Al centro del palco Laura, ballerina e donna di mare, muoverà i suoi passi interpretando Coppelia, misteriosa figlia di un fabbricante di giocattoli. Ruolo inedito per l’étoile del corpo di ballo a cui è stata rubata la parte di Swanilda.

Tutti, intorno a Laura, ignorano che quel palcoscenico non è solo danza, non è solo interpretazione. Nasconde frammenti di una storia d’amore intricata, complessa come lo sono le relazioni d’amore segrete; cela un rapporto dove passione e affanno con maestria si cederanno il passo, a ritmo di incontri, attese, chiamate, messaggi, finché sarà Laura stessa a domandarsi se il segreto di un amore felice, possa essere nell’amarsi di meno, perché “La felicità – ammette Laura –  è un’ambizione troppo alta che non possiamo più permetterci”.  Qual è il legame dell’autrice con la danza?

Ho sempre amato la danza, fin da bambina. Ho frequentato una scuola di danza classica sognando di diventare una ballerina, poi altre passioni hanno preso il sopravvento e ho capito che potevo raccontare attraverso la scrittura tutto ciò che avrei voluto ballare. È successo così che le parole hanno preso il posto dei passi, ho cercato la musica nel ritmo della pagina, nello stile.

Teatro, danza, amore. Sono tre tematiche che nel romanzo non si possono scindere, l’una alimenta l’altra. Come nasce Balla solo per me?

Balla solo per me nasce da una duplice urgenza: raccontare la passione per l’arte e l’amore, Credo che l’amore, felice o infelice, sia una grande energia, che ci rende più sensibili, in grado di captare le emozioni sottese al vivere quotidiano. Ci strappa dall’indolenza, dalle abitudini, dall’inedia. Il balletto di Coppelia, filo conduttore e cornice esterna della narrazione, non è altro che un raddoppiamento della trama. La vita di Laura è tutta giocata sul confine incerto tra apparenza e realtà, verità e menzogna, in questo senso il teatro è un’ottima metafora della messinscena della vita di tutti i personaggi e non solo.

Napoli. Benché di amore si parli per tutto il romanzo, c’è una sofferenza di sottofondo che riporta al terremoto in Irpinia. La tua Napoli dilaniata dal terremoto è forse possibile ricondurla alla vita dei protagonisti che anche laddove scorre nella felicità non mancano mai di un sottofondo sofferto?

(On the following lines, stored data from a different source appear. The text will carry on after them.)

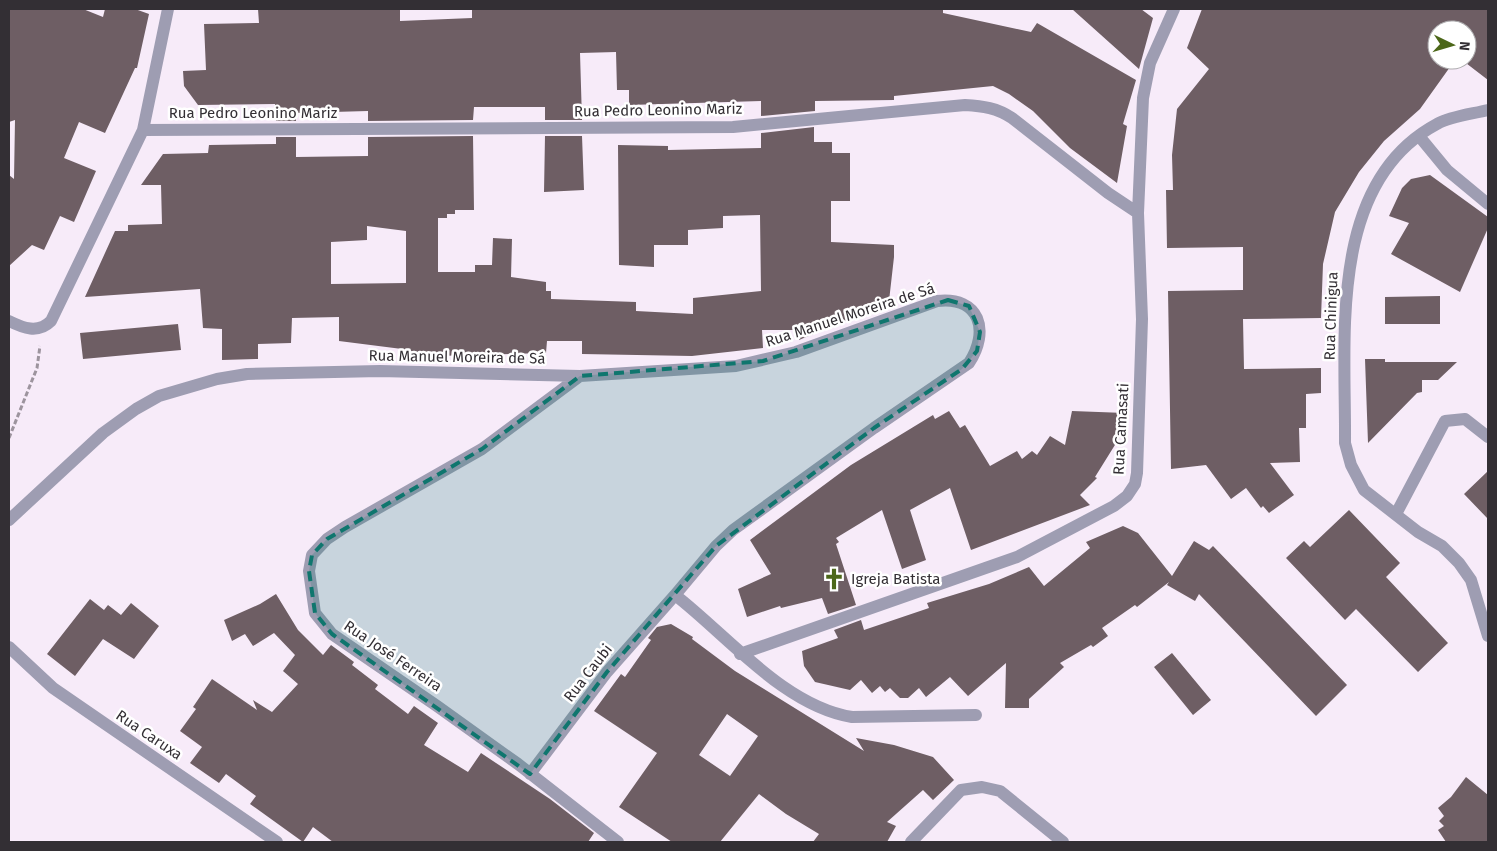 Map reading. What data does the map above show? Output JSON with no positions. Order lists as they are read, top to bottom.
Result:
{
  "streets": {
    "street": [
      "Rua Pedro Leonino Mariz",
      "Rua Manuel Moreira de Sá",
      "Rua Chinigua",
      "Rua Camasati",
      "Rua José Ferreira",
      "Rua Caubi",
      "Rua Caruxa"
    ]
  },
  "crossings": [
    ["Rua Pedro Leonino Mariz", "Rua Camasati"],
    ["Rua Manuel Moreira de Sá", "Rua José Ferreira"],
    ["Rua Manuel Moreira de Sá", "Rua Caubi"],
    ["Rua José Ferreira", "Rua Caubi"]
  ],
  "places": {
    "church": ["Igreja Batista"]
  },
  "north": "right"
} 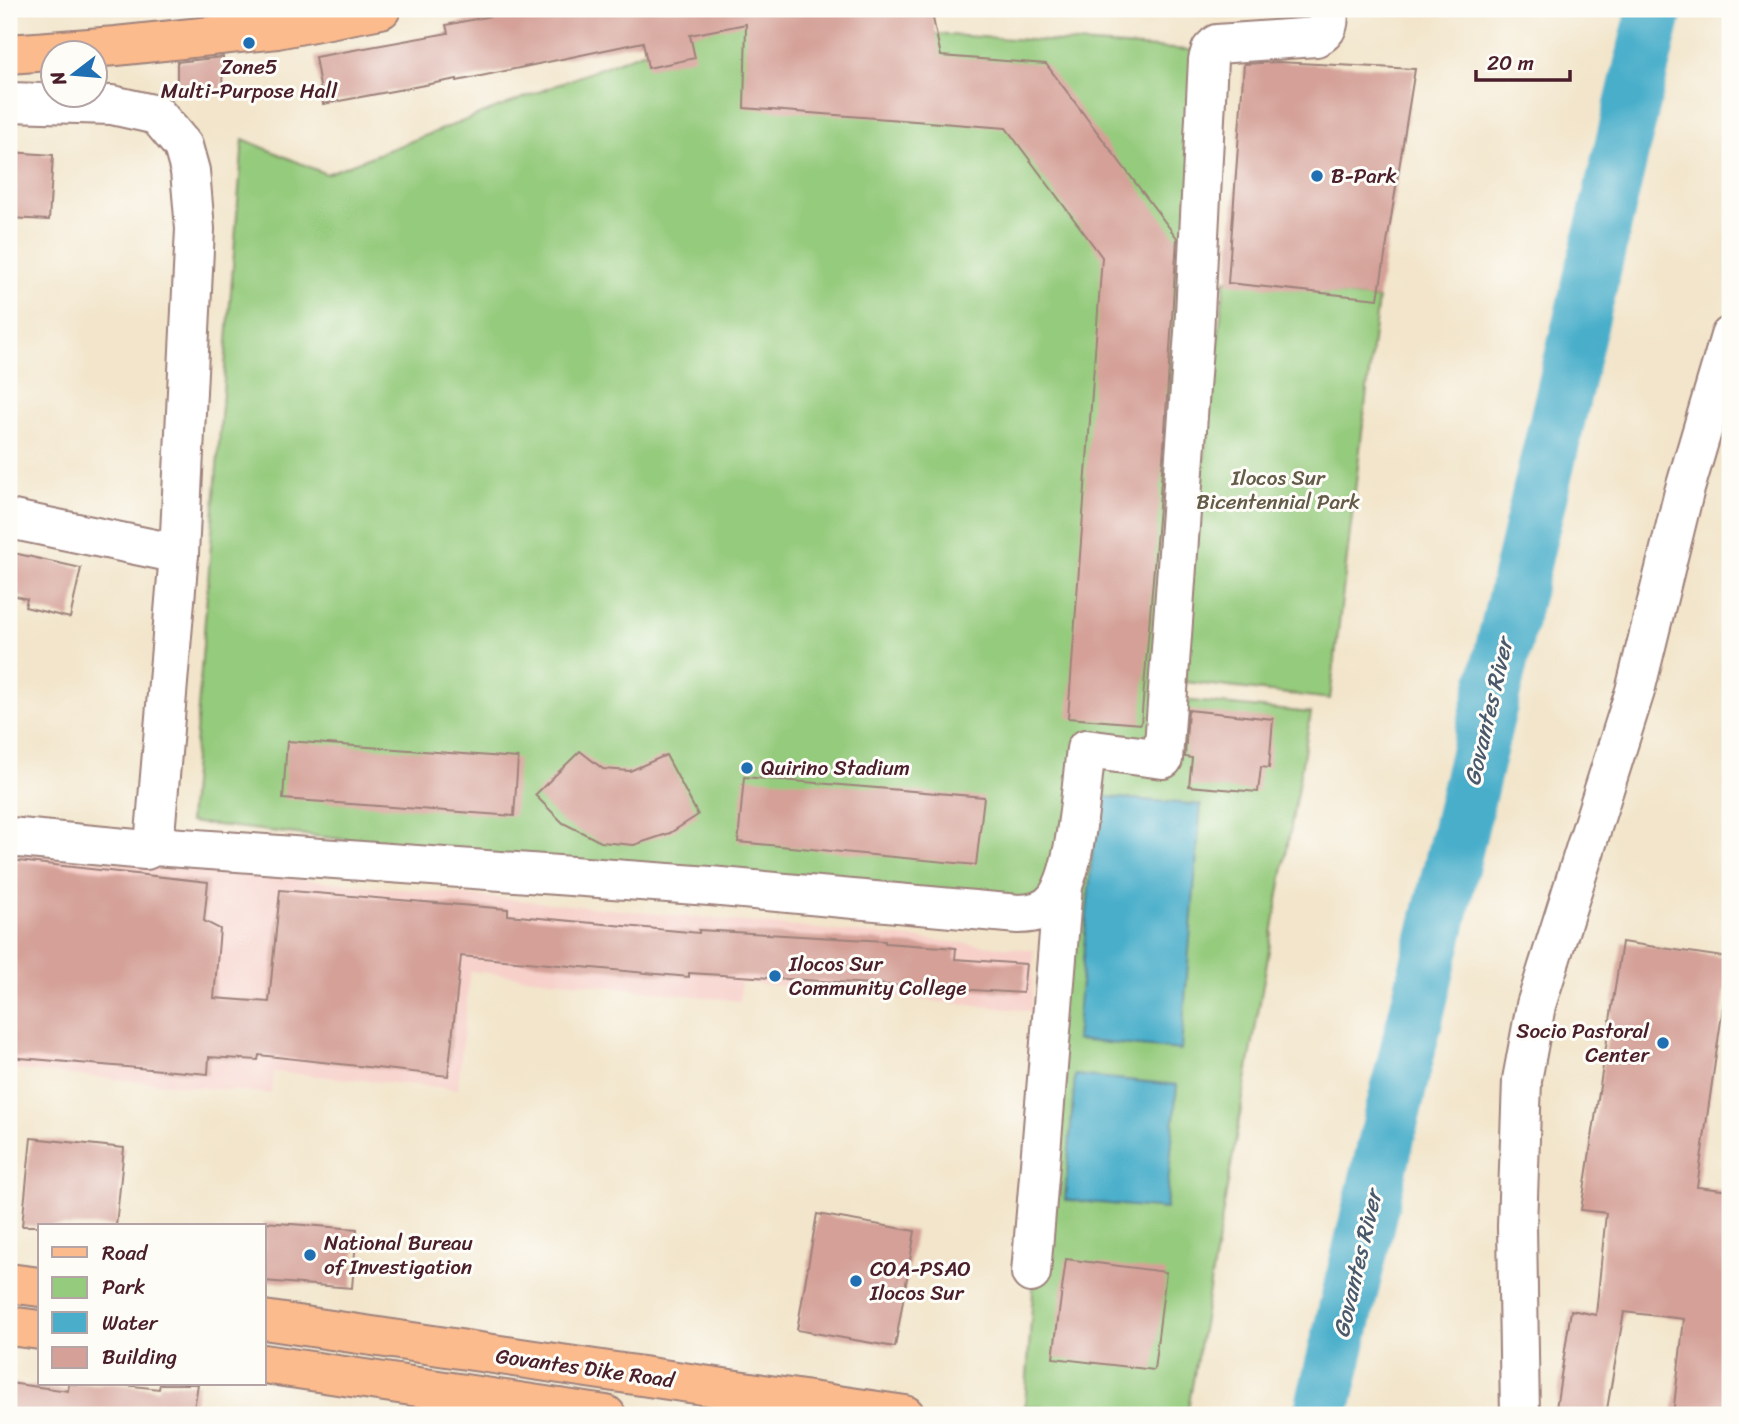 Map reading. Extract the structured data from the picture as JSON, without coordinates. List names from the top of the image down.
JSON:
{
  "streets": {
    "main road": ["Govantes Dike Road"]
  },
  "water": ["Govantes River"],
  "parks": ["Ilocos Sur Bicentennial Park"],
  "places": [
    "Zone5 Multi-Purpose Hall",
    "B-Park",
    "Quirino Stadium",
    "Ilocos Sur Community College",
    "Socio Pastoral Center",
    "National Bureau of Investigation",
    "COA-PSAO Ilocos Sur"
  ],
  "legend": [
    "Road",
    "Park",
    "Water",
    "Building"
  ],
  "scale_bar": "20 m",
  "north": "left"
} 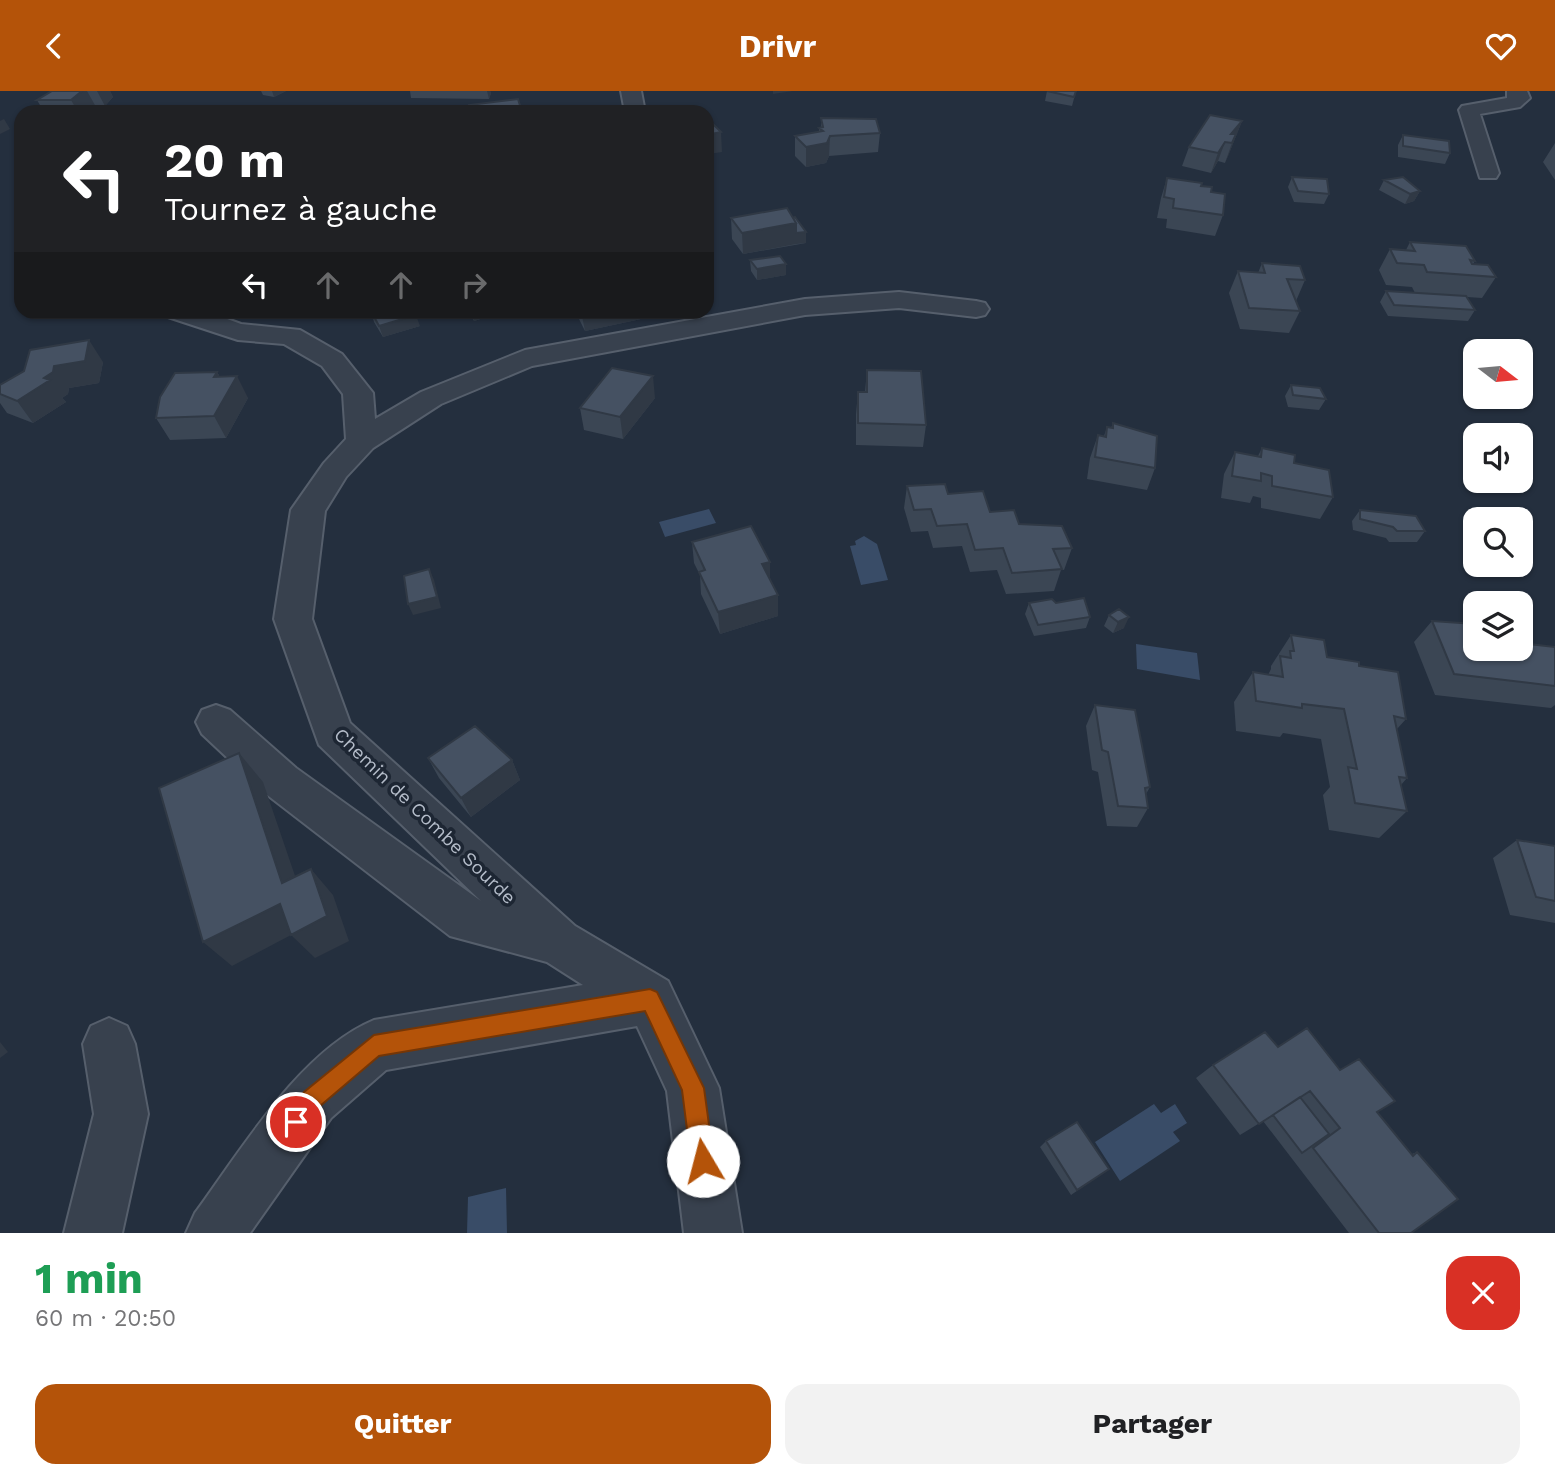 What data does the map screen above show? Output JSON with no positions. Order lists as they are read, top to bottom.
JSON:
{
  "streets": {
    "street": ["Chemin de Combe Sourde"]
  },
  "north": "right",
  "page": {
    "header": "Drivr",
    "turn": ["20 m", "Tournez à gauche"],
    "heading": ["1 min", "60 m · 20:50"],
    "buttons": ["Quitter", "Partager"]
  }
} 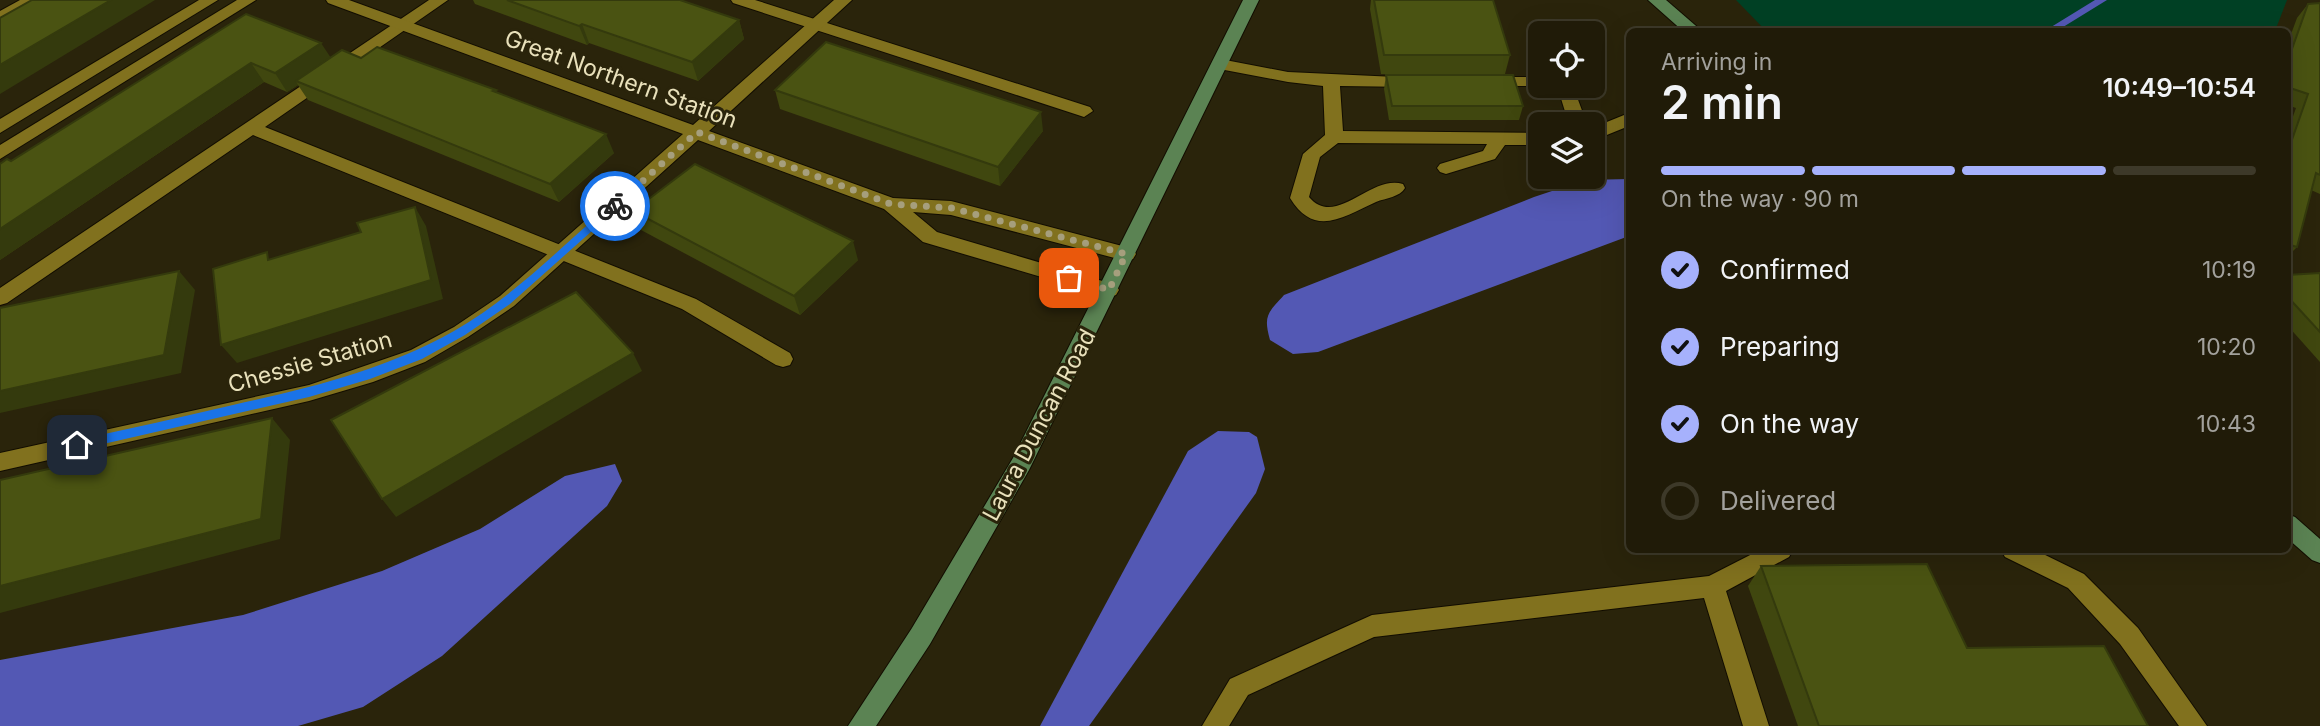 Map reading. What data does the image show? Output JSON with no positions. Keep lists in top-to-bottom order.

Le immagini del terribile terremoto del 1980 sono rimaste impresse nella mia memoria, vivide, quelle messe in onda dai tg in quel tragico novembre: corpi avvolti in drappi neri, gli uni accanto agli altri, nelle piazze di paesi sventrati, annichiliti. Ma il senso della catastrofe presente nel romanzo è universale, se vogliamo poco realistico, serve piuttosto a raccontare la nostra folle arroganza nel credere di poter panificare e controllare tutto. 

A tratti il personaggio maschile pare rivelare una personalità molto femminile, molto attenta, delicata, responsabile… Quale altro destino avrebbe potuto avere?

Giovanni è un uomo onesto, capace di sentimenti profondi, cerca invano una via di pacificazione con se stesso e con la vita delle persone che ama. Non ha imparato che esistono declinazioni differenti dell’amore, come la gamma dei colori e le loro molteplici sfumature. ingannato dalla sorte, da se stesso, dai suoi sentimenti. Avrebbe potuto avere un destino diverso se non avesse amato troppo, forse…ma non possiamo saperlo. Io non lo so.

La felicità nel tuo romanzo. Qual è il suo segreto?

La felicità nel mio romanzo è un’ambizione troppo alta che i personaggi sanno di non potersi permettere. È un rischio, un pericolo, non è una necessità.  Ma c’è una possibilità di felicità anche nell’armonia, nella bellezza, nell’arte. Nella perfezione di un passo a due, nella passione di chi non si arrende alla paura di vivere le proprie emozioni fino in fondo. 

Perché leggere Balla solo per me?

Per divertirsi, emozionarsi, interrogarsi, innamorarsi. Per guardare la realtà da una diversa prospettiva. Per sconfiggere i luoghi comuni sull’amore.

Possiamo definirlo un romanzo in cui le scelte razionali definiscono e guidano la vita dei protagonisti, e li allontanano tuttavia dalla passione per la vita stessa?

Tutti i personaggi di questa storia sono chiamati a fare delle scelte improrogabili ma impossibili. Ognuno ha una sua parte di ragione. Ci sono due donne, opposte e complementari, e un uomo che ha fatto una duplice promessa d’amore. Credo ci sia un equivoco di fondo, quando si pensa alla razionalità, alla ragionevolezza, si trascura il fatto che esistono diverse forme di intelligenza fra le quali l’intelligenza emotiva. Ragionare con l’intelligenza del cuore vuol dire avere la forza di mettere in discussione sicurezze acquisite con l’obbedienza a un sistema consolidato di regole e convenzioni. Bisogna trovare il coraggio di smontare teorie e sistemi, operando una rivoluzione copernicana. Ascoltare le ragioni del cuore anche quando si oppongono a ogni ragione. Giovanni, il protagonista maschile del romanzo, ne ha una chiara coscienza che non gli rende tuttavia più facile o meno dolorosa la sua scelta.

La loro storia ha il tempo contato di un congegno a orologeria. Hanno avuto tra le mani una bomba pronta alla deflagrazione. La loro vita in frantumi, le schegge brillanti come diamanti.  “ Dobbiamo essere ragionevoli” glielo ripete spesso. Lo dice più a se stesso che a lei. Ma ci sono altre ragioni. C’è la ragione del cuore che si fa strada, non si fa calpestare, urla, pretende, s’impone. Sa come farsi ascoltare.